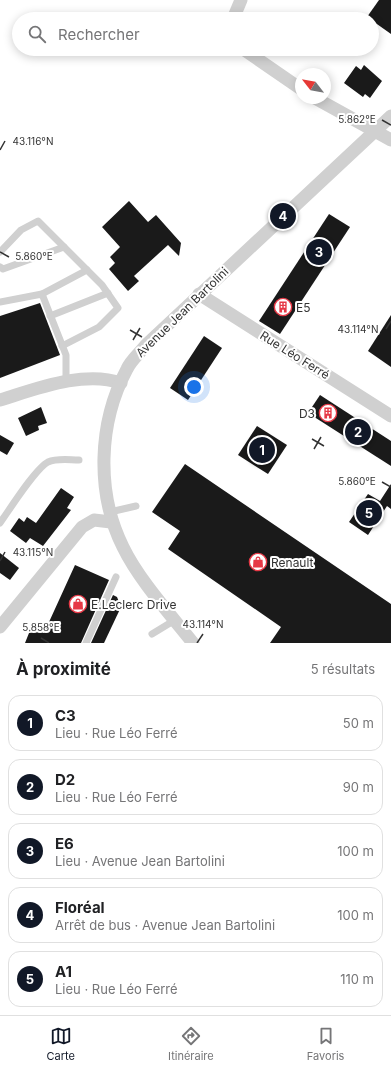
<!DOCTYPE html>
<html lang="fr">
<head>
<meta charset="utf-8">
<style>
	:root { --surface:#fff; --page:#f6f6f6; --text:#202124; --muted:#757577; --line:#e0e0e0; --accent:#111827 }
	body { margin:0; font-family:Inter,sans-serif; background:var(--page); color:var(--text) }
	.compass { position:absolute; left:295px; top:68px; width:36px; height:36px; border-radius:50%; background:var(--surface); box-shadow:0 2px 10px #0003; rotate:301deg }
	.you { position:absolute; left:194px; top:387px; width:14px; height:14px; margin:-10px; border:3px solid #fff; border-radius:50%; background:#1a73e8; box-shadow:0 0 0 6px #1a73e833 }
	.badge { display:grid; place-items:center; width:26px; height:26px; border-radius:50%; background:var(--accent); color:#fff; font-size:13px; font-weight:700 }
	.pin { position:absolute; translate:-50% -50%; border:2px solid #fff; box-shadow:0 1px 4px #0006 }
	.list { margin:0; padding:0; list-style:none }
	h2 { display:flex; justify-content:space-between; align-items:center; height:52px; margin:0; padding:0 16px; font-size:17px }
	h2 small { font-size:13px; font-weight:400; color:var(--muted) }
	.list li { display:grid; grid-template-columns:26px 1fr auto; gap:12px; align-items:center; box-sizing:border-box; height:56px; margin:0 8px 8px; padding:0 8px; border:1px solid var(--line); border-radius:12px }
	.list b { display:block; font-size:15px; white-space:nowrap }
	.list p { margin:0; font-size:13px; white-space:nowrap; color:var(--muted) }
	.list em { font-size:13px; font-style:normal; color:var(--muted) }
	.icon { flex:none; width:22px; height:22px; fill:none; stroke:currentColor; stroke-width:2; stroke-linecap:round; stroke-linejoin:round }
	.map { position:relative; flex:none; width:391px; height:643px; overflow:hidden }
	.search { position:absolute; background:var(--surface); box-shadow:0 2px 10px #0003; left:12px; right:12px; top:12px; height:44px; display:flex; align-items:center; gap:10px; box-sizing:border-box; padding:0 14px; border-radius:22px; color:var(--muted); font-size:15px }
	.sheet { height:372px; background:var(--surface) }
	nav { display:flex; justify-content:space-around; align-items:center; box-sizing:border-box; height:56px; border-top:1px solid var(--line); background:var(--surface); font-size:11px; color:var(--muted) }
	nav a { display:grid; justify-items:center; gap:2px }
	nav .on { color:var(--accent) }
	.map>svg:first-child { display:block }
	.building { fill:#1a1a1a }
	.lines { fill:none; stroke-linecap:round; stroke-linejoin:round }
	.service { stroke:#d0d0d0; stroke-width:7 }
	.minor { stroke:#d0d0d0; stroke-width:13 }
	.ticks { fill:none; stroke:#333; stroke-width:1.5 }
	.labels { text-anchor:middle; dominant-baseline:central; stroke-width:4; stroke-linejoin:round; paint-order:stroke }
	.poi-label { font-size:12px; fill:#333; stroke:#fff; text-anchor:start }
	.street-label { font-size:12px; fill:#333; stroke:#fff }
	.ticks-label { font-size:10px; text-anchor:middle; fill:#333; stroke:#fff; stroke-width:4; stroke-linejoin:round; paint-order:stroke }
</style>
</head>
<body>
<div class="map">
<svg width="391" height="643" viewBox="0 0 391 643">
	<rect width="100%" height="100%" fill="#fff"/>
	<g class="building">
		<polygon points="379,0 391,0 391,34 367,17"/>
		<polygon points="364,65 382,81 370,98 365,94 363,97 344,83 356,66 361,70"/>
		<polygon points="129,201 148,222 156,215 181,243 179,256 168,245 134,276 139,281 128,291 109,269 115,263 110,257 120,247 102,227"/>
		<polygon points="329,214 350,227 280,334 259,321"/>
		<polygon points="40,303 60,355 0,378 0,316"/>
		<polygon points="391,315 391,367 368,351"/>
		<polygon points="204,336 222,348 188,400 170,388"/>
		<polygon points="320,395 391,441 391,466 308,413"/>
		<polygon points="41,407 47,423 38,426 39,430 26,436 18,418"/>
		<polygon points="257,426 287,445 268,474 238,455"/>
		<polygon points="0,435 14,443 7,455 0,451"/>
		<polygon points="185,464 391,604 391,643 270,643 281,627 168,549 180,531 152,512"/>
		<polygon points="391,484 391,509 387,506 368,535 349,522 368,494 380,501"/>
		<polygon points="61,488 74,497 67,508 71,510 43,546 30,538 26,543 10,531 19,518 24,522 27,517 36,523"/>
		<polygon points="0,553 19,568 10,580 0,573"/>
		<polygon points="75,565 109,580 81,643 25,643 31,628 44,633"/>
		<polygon points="113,595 117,597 121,607 104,643 91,643"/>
	</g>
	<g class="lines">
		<g class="service">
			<polyline points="0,252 21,230 38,221 102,285 118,308 99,327 62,346"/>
			<polyline points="0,267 3,269 64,247"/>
			<polyline points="42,294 87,270"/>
			<polyline points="0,302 42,294 66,355 66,380"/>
			<polyline points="50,316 108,293"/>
			<polyline points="110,512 136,506"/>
			<path d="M0,523C10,509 35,469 48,462C57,458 69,460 79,460"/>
			<polyline points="152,634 175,620"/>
			<polyline points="86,643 116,577"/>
		</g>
		<g class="minor">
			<polyline points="233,19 241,0"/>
			<polyline points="243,49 301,89"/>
			<polyline points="315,98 391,140"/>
			<polyline points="199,294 391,416"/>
			<path d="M0,400C36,389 84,370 121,383"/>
			<polyline points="0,627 82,527 94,520 111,522"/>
			<path d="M193,643C170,614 139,580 123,547C96,493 98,423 127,369C131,360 140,353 146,345L391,116"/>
		</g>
	</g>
	<path class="ticks" d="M382,120L391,125M0,150L5,141M0,252L9,257M386,329L391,321M130,330L142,337M133,340L140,328M312,439L324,446M314,449L321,437M382,482L391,487M0,561L5,552M41,638L49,643M197,643L203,634"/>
	<defs>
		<symbol id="building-ring" viewBox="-11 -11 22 22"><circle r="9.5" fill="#fff" stroke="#e63946" stroke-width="1.5"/><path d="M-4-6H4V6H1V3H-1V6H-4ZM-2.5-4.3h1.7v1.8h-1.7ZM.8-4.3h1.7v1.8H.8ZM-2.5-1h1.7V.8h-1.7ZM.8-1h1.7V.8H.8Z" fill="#e63946"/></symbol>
		<symbol id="shop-ring" viewBox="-11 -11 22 22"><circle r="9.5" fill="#fff" stroke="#e63946" stroke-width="1.5"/><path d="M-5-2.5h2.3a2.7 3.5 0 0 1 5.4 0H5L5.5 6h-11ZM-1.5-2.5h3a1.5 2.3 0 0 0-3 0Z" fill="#e63946"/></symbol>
	</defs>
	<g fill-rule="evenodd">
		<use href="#building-ring" x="273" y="297" width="20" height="20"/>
		<use href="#building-ring" x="318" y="403" width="20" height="20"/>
		<use href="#shop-ring" x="248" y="552" width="20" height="20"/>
		<use href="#shop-ring" x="68" y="594" width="20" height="20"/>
	</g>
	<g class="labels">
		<g class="poi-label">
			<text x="296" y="307">E5</text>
			<text x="315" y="413" text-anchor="end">D3</text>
			<text x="271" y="562">Renault</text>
			<text x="91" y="604">E.Leclerc Drive</text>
		</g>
		<g class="street-label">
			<text transform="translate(182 312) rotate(-44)">Avenue Jean Bartolini</text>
			<text transform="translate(295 355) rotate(32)">Rue Léo Ferré</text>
		</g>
	</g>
	<g class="ticks-label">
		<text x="357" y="123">5.862°E</text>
		<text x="33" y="145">43.116°N</text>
		<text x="34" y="260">5.860°E</text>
		<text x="358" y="333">43.114°N</text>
		<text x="357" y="485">5.860°E</text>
		<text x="33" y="556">43.115°N</text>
		<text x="203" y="628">43.114°N</text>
		<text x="41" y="631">5.858°E</text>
	</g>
</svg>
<svg class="compass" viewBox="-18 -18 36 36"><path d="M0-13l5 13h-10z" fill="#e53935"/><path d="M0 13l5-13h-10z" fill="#757577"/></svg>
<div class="you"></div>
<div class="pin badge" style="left:262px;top:450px">1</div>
<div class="pin badge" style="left:358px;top:432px">2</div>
<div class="pin badge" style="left:319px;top:252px">3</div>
<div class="pin badge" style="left:283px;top:216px">4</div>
<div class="pin badge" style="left:369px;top:513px">5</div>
<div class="search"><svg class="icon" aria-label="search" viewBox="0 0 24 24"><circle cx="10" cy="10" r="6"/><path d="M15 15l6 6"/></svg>Rechercher</div>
</div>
<section class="sheet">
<h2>À proximité<small>5 résultats</small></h2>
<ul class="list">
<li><span class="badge">1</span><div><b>C3</b><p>Lieu · Rue Léo Ferré</p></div><em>50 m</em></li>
<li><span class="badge">2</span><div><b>D2</b><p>Lieu · Rue Léo Ferré</p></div><em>90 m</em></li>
<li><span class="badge">3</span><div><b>E6</b><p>Lieu · Avenue Jean Bartolini</p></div><em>100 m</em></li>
<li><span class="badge">4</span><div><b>Floréal</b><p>Arrêt de bus · Avenue Jean Bartolini</p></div><em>100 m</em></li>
<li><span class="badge">5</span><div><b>A1</b><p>Lieu · Rue Léo Ferré</p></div><em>110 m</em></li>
</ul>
</section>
<nav>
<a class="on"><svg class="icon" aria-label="map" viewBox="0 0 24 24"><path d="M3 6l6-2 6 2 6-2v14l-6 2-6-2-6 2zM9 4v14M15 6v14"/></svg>Carte</a>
<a><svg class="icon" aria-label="directions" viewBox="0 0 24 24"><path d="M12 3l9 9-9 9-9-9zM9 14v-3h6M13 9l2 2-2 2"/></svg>Itinéraire</a>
<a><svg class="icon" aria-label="saved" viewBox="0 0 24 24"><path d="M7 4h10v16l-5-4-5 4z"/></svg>Favoris</a>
</nav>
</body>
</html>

====

- **TASK STATEMENT**
Nothing but the lines from the start of the listing through the line with "position:absolute; left:295px; top:68px;" belongs in the answer, each one retyped exactly and without pictures.

- **SOLUTION TO THIS TASK**
<!DOCTYPE html>
<html lang="fr">
<head>
<meta charset="utf-8">
<style>
	:root { --surface:#fff; --page:#f6f6f6; --text:#202124; --muted:#757577; --line:#e0e0e0; --accent:#111827 }
	body { margin:0; font-family:Inter,sans-serif; background:var(--page); color:var(--text) }
	.compass { position:absolute; left:295px; top:68px; width:36px; height:36px; border-radius:50%; background:var(--surface); box-shadow:0 2px 10px #0003; rotate:301deg }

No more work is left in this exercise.